The Houston Voice, originally known as The Montrose Star, was a bi-weekly newspaper published on alternating Wednesdays in Houston, Texas. A subsequent newspaper (not by the original owners) is now known as Montrose Star ISSN (2163-050X). The newspaper is targeted to the LGBTQ community in southeast Texas as well as Austin and San Antonio.
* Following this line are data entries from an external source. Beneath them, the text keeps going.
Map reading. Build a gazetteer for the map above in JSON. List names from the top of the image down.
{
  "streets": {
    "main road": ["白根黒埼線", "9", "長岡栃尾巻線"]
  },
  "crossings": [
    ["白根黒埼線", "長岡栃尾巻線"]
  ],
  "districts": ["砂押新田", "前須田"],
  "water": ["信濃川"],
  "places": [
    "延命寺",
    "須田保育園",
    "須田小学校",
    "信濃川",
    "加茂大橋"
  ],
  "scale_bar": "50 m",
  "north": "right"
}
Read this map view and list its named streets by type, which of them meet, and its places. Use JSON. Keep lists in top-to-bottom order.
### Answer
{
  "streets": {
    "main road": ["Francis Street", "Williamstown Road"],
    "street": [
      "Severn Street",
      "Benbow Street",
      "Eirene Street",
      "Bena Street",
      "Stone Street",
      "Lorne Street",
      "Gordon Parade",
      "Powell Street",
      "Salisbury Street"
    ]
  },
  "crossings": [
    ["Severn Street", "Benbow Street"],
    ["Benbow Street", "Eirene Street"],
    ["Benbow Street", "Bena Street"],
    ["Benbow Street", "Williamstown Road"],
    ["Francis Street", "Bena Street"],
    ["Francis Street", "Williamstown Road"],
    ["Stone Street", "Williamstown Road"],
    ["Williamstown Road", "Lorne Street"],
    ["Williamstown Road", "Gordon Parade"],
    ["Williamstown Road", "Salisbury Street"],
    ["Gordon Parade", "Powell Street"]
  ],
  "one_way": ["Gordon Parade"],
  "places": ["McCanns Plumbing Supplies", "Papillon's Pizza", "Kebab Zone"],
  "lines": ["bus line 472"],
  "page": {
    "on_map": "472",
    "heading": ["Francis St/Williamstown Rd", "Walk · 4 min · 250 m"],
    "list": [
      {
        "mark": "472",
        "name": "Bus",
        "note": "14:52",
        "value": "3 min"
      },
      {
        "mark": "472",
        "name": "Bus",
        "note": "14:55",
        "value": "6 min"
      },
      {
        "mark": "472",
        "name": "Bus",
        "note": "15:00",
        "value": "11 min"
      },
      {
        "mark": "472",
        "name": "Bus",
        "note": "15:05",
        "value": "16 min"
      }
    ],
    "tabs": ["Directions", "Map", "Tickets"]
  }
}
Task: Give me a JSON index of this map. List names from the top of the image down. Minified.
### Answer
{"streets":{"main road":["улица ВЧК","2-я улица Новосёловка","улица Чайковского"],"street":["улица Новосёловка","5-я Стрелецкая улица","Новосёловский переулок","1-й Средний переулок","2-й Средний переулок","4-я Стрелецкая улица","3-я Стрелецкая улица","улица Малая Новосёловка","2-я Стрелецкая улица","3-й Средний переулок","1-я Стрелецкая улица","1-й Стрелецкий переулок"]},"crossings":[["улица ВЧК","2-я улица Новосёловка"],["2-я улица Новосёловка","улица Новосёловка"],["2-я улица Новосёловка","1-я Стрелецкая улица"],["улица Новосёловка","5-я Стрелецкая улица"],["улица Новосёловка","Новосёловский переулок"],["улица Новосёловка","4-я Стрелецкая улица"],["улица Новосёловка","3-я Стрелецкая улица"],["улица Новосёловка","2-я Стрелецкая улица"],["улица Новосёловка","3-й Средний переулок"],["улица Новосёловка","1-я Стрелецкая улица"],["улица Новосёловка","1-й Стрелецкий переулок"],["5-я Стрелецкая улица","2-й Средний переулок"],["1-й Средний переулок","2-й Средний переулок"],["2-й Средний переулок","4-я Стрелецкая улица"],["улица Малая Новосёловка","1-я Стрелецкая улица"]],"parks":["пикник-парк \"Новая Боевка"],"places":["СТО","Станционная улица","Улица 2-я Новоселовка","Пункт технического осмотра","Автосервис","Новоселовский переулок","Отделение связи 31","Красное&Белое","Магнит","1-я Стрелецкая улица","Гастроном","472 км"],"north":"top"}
==History of original newspaper==
The Montrose Star was the oldest LGBT publication in Houston. The newspaper was started by LGBT Community activist Henry McClurg in 1974 as the Montrose Star. The newspaper went through several incarnations and in the late 1970s the paper became the Houston Voice. As the Houston Voice, the paper was a weekly publication through the 1980s and 1990s. It was purchased by Window Media, LLC, a national LGBT newspaper chain that also owned the Washington Blade. In 2009 Window Media shut down its operations and ceased publication of the Houston Voice.

==Re-creation==
McClurg, who had no longer been with the Voice for sometime, had started a new publication called The Montrose G.E.M. (Gay Entertainment Magazine), but when the Voice shut down, McClurg took back the former name of the Montrose Star and published under that name. In Fall of 2009, the publication was purchased by GLYP Media, publishers of the nationwide Gay Yellow Pages. It continues as a "gay entertainment" tabloid. In November 2011 members of the Montrose Star broke off to revive the Houston Voice as the Houston Progressive Voice (Print) (Online) .

The current Montrose Star is distributed throughout the Houston and Galveston areas and covers LGBT arts, entertainment, music and a local southeast Texas gay bar and club guide.

The Houston Progressive Voice is a bi-weekly LGBT newspaper published every other Friday in Houston, Texas. The newspaper is also known as The Progressive Voice, Pro-Vo and Houston Voice. The newspaper is distributed in the Houston area. The newspaper runs as a non-profit.

On February 14, 2012, Henry McGlurg the original publisher of the Montrose Star and Houston Voice announced plans to join the Houston Progressive Voice in a joint venture with his current Montrose Daily News and restart the original Houston Voice back up as a weekly printed newspaper. Also, the Houston Progressive Voice's website started making changes and referring to itself as the Houston Voice. The website also stated it had added the URL www.houstonvoice.org and that Nikki Araguz the American marriage equality activist, author, and public speaker would be joining the Houston Voice's editorial staff and management.

In March 2014, Houston Voice and Galloway announced that the publication was for sale and its website was taken down. Steven Tilotta also decided to end his long running column and personality under the name of Marsha Mellow and in a satire claimed she was lost at sea.